FFTW / fftw3

DO NOT CHECK OUT THESE FILES FROM GITHUB UNLESS YOU KNOW WHAT YOU ARE DOING. (See below.)
GNU General Public License v2.0
2.75k stars 666 forks source link

r2r fft of 2D dataset in just one drection #221

Closed chi86 closed 3 years ago

chi86 commented 3 years ago

Hi, I would like to perform a fft in one direction for a 2D dataset. Now I use fftw_f = fftw_plan_r2r_2d(imax,kmax, *in, *out, FFTW_R2HC,FFTW_R2HC, FFTW_MEASURE); fftw_b = fftw_plan_r2r_2d(imax,kmax, *out, *in, FFTW_HC2R,FFTW_HC2R, FFTW_MEASURE); for my forward and backwards transformation, where in & out are 2D arrays!

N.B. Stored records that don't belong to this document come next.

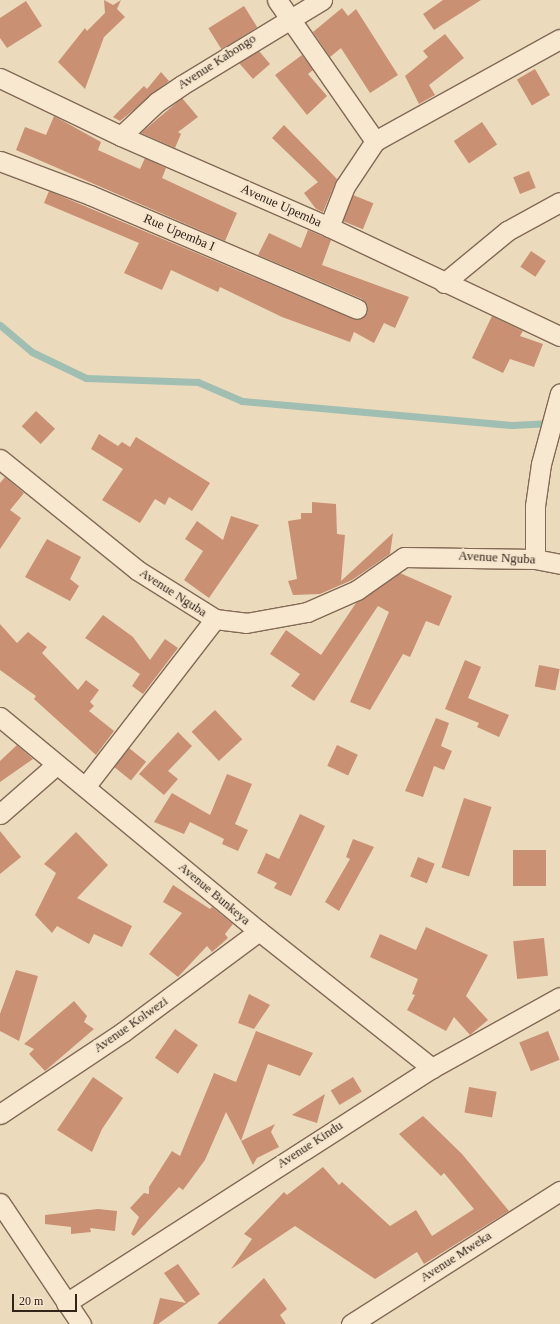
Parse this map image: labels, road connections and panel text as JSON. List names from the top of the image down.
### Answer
{
  "streets": {
    "street": [
      "Avenue Kabongo",
      "Avenue Upemba",
      "Rue Upemba I",
      "Avenue Nguba",
      "Avenue Bunkeya",
      "Avenue Kolwezi",
      "Avenue Kindu",
      "Avenue Mweka"
    ]
  },
  "crossings": [
    ["Avenue Kabongo", "Avenue Upemba"],
    ["Avenue Bunkeya", "Avenue Kolwezi"],
    ["Avenue Bunkeya", "Avenue Kindu"]
  ],
  "scale_bar": "20 m"
}
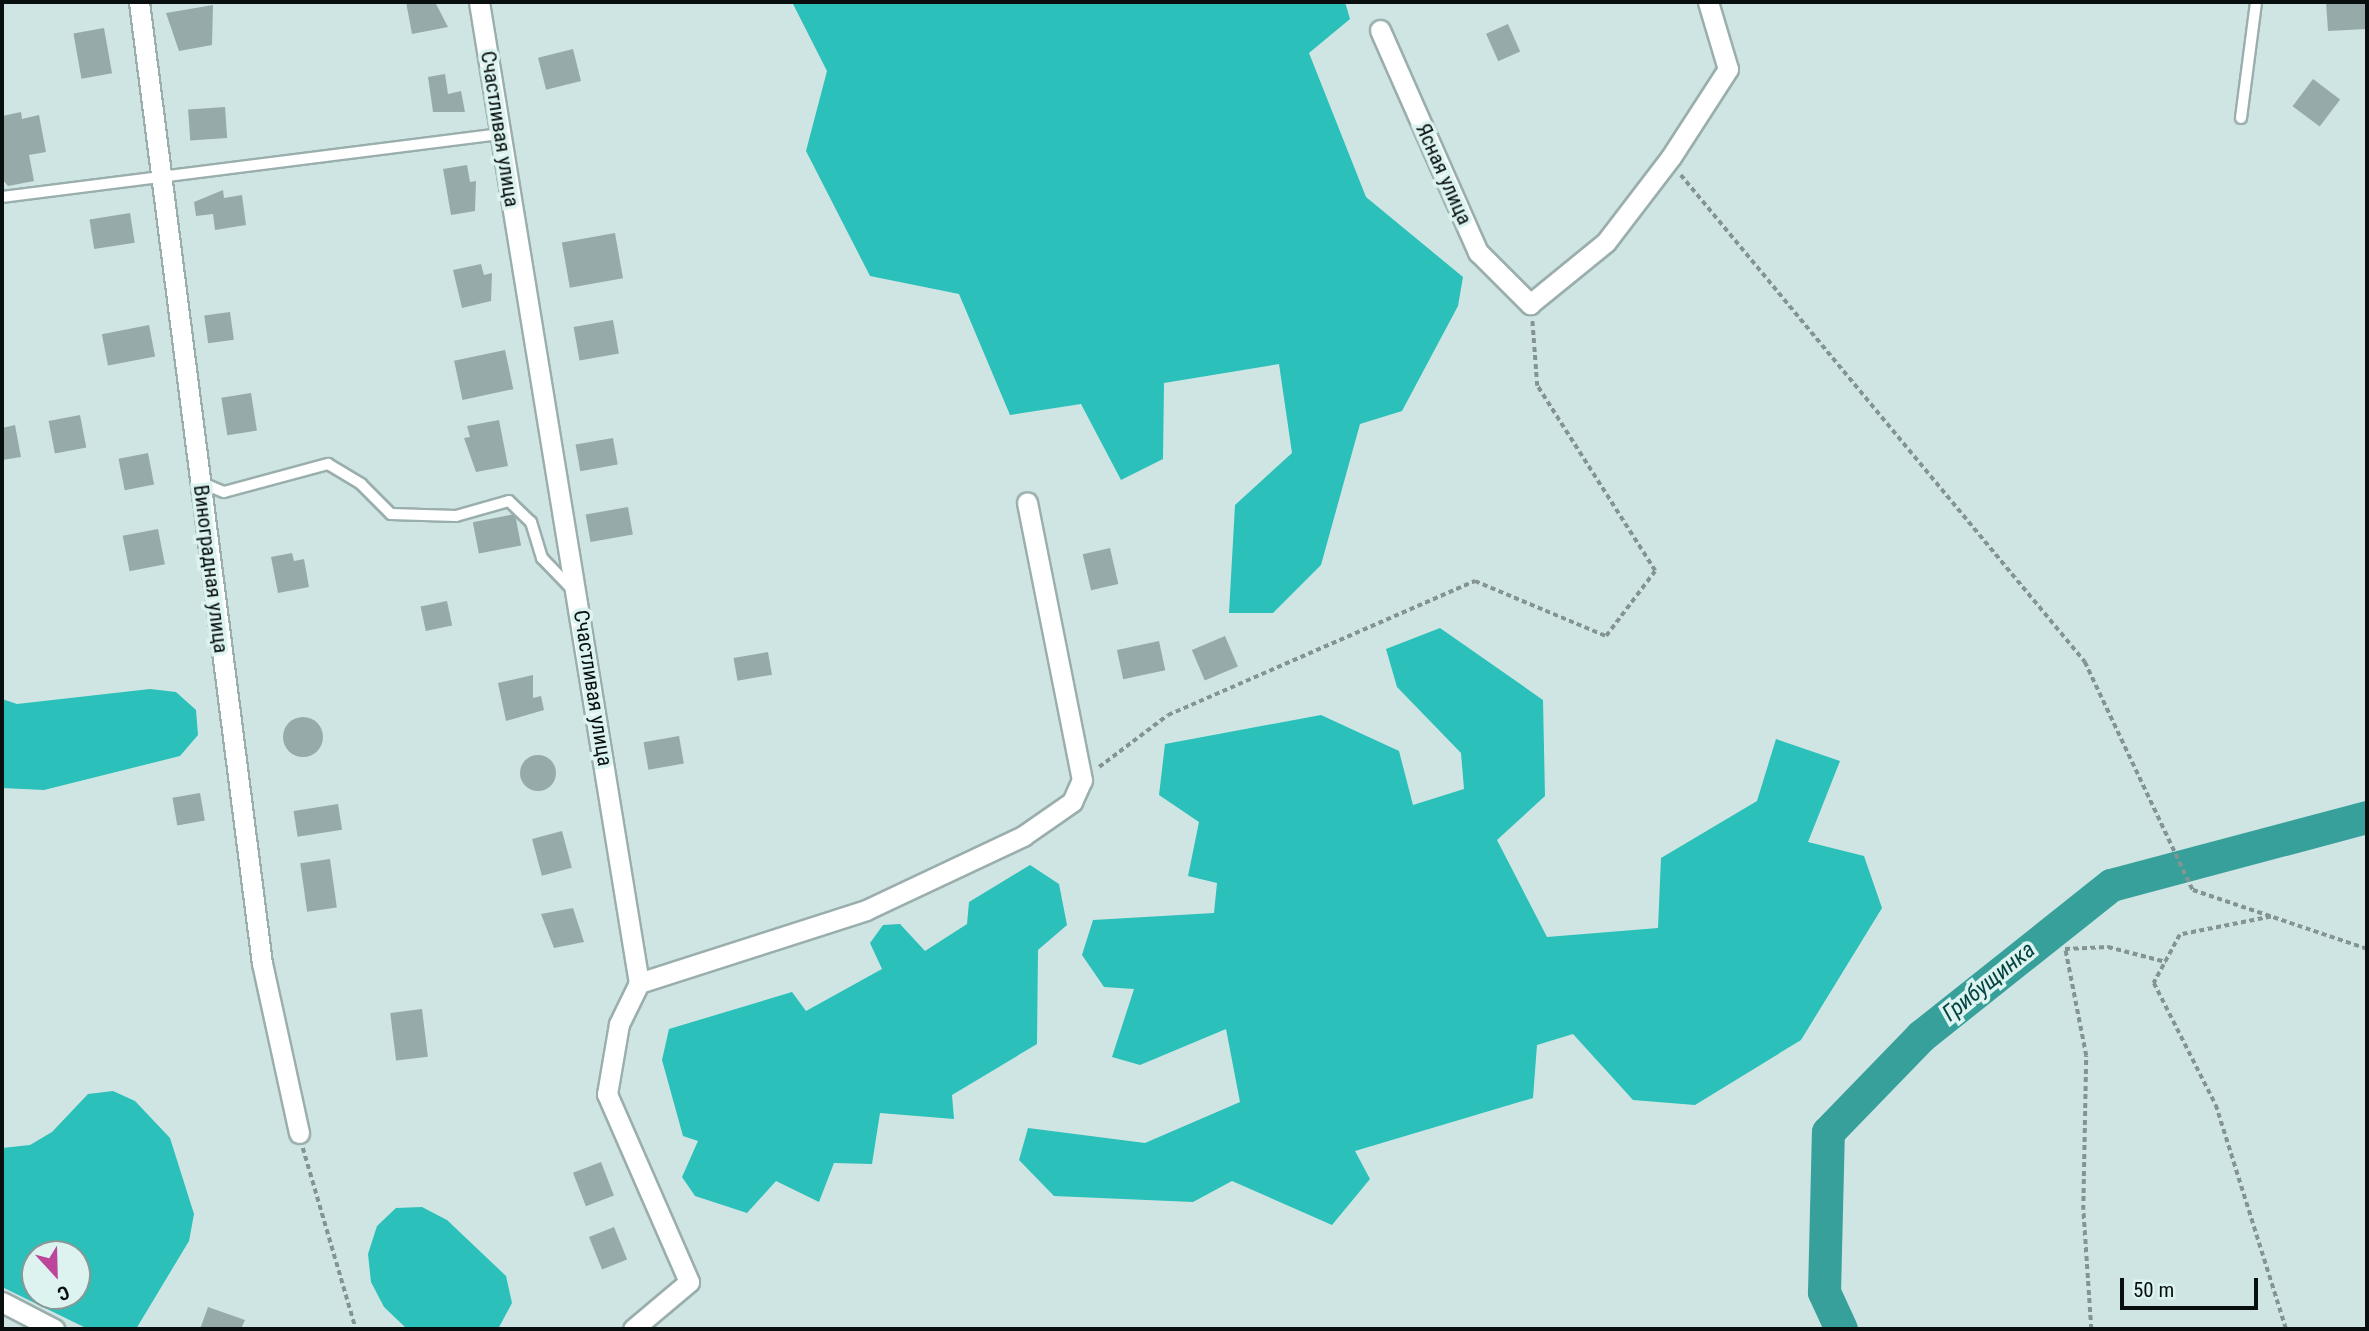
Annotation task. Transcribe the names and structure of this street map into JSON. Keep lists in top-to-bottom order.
{
  "streets": {
    "street": ["Счастливая улица", "Ясная улица", "Виноградная улица"]
  },
  "water": ["Грибущинка"],
  "scale_bar": "50 m",
  "north": "bottom"
}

Yet this performs a FFTW_R2HC & FFTW_HC2R for both directions. It would be convenient to set the second r2r kind, so that there is no transformation in this direction. According to: 4.3.6 Real-to-Real Transform Kinds there is currently no kind with this functionality. Is there another way to implement something like this?

stevengj commented 3 years ago

Yes, an FFTW_IDENTITY kind could be convenient here!

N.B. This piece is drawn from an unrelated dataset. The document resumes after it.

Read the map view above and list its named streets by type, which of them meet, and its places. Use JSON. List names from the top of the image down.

In the meantime, you can already achieve what you want by using the advanced or guru interfaces.

chi86 commented 3 years ago

Thank you for the hint! I implemented it now with "fftw_plan_many_r2r", yet I noticed that the case with a transformation in both directions is faster.

When I implement the plans it as following: fftw_f = fftw_plan_r2r_2d(imax,kmax, *in, *out, FFTW_R2HC,FFTW_R2HC, FFTW_MEASURE); fftw_b = fftw_plan_r2r_2d(imax,kmax, *out, *in, FFTW_HC2R,FFTW_HC2R, FFTW_MEASURE); it takes "real 1m43.079"

Whereas if I use the "plan_many", reading kind[0] = FFTW_R2HC; fftw_f = fftw_plan_many_r2r(1,&kmax,imax, *in,&imax, 1,kmax, *out,&imax, 1,kmax, kind, FFTW_MEASURE); kind[0] = FFTW_HC2R; fftw_b = fftw_plan_many_r2r(1,&kmax,imax, *out,&imax, 1,kmax, *in,&imax, 1,kmax, kind, FFTW_MEASURE); it takes "real 2m10.332s".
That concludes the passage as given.